For the university to complete its vision of extensive renovation around campus, this was the way to finance it without possibly negatively affecting the university’s ability to take out debt in the future. That being said, Arick said he sees there being advantages to the partnership with ACC outside of it being what we can afford.

“I think with a partner like ACC I think we were able to bring the halls online quicker, design them quicker than what I think we could have on our own under the traditional manner,” he said. “I think we got [the dormitories] an academic year earlier than we would’ve otherwise.”

So far this deal has brought us two incredible facilities that bring a level of glitz and glamor to the campus that simply wasn’t present in the old oft-flooded carpets of Ross or the always-present odd smell of ResCo.

Just as President Danko announced to Indianapolis Business Journal in July, “Turn student housing over to the experts, just like we do food services.

But glitz and glamor don’t make the school. Speaking with sophomore dance major Cody Maggiore, he told me, “I didn’t come to Butler for Irvington House or Fairview, I came for the dance program and academics.”

I don’t think he is alone in that sentiment. The new dorms are luxurious, but no amount of arcade machines or 60 plus inch TVs — showing the weather channel exclusively — will improve this campus the way that the other investments going into academics will.

While the university needed new housing — and there is no doubt that the extensiveness of the amenities in Fairview and Irvington House — everyone on campus except those involved with this deal have no idea how much money from Butler students will go to Austin, TX, and ACC shareholders.

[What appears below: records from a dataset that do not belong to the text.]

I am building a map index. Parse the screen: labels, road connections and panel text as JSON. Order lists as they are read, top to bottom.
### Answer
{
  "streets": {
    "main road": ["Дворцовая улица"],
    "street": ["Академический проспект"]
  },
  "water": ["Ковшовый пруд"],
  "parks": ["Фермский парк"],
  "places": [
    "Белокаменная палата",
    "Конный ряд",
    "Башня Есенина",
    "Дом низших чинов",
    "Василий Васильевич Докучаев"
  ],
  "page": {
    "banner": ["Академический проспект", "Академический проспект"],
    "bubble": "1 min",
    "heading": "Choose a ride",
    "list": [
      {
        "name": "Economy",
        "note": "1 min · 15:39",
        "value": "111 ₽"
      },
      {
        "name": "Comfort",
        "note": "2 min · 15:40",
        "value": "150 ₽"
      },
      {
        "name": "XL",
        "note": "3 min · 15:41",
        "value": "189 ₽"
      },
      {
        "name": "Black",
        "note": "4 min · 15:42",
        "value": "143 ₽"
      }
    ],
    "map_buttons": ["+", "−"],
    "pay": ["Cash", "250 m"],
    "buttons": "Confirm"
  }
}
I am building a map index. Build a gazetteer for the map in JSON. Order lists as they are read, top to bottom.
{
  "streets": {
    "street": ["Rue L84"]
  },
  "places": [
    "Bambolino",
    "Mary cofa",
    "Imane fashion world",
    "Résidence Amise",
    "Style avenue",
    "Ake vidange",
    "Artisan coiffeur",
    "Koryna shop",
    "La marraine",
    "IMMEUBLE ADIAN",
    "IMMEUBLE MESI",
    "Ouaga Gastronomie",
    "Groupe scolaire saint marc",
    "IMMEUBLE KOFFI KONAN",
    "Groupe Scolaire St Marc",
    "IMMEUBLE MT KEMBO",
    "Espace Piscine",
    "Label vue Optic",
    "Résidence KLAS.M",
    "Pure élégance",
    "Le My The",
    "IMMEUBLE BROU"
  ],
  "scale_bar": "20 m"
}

Butler students for the next however many years will only be able to understand how much money ACC made off of Butler students above their cost of development for the two buildings by reviewing 10k forms every fiscal year and being vigilant with the skills they learned in “Intro to Accounting.”

This may have been a fantastic deal, where ACC makes a reasonable profit over the $86 million they spent and the university gets two incredible facilities financed in a way that allowed them to invest in education concurrently.

This also may be the university equivalent of a payday loan. The devil is in the details, and unfortunately, as students — the source of revenue — I guess, is not for us to know.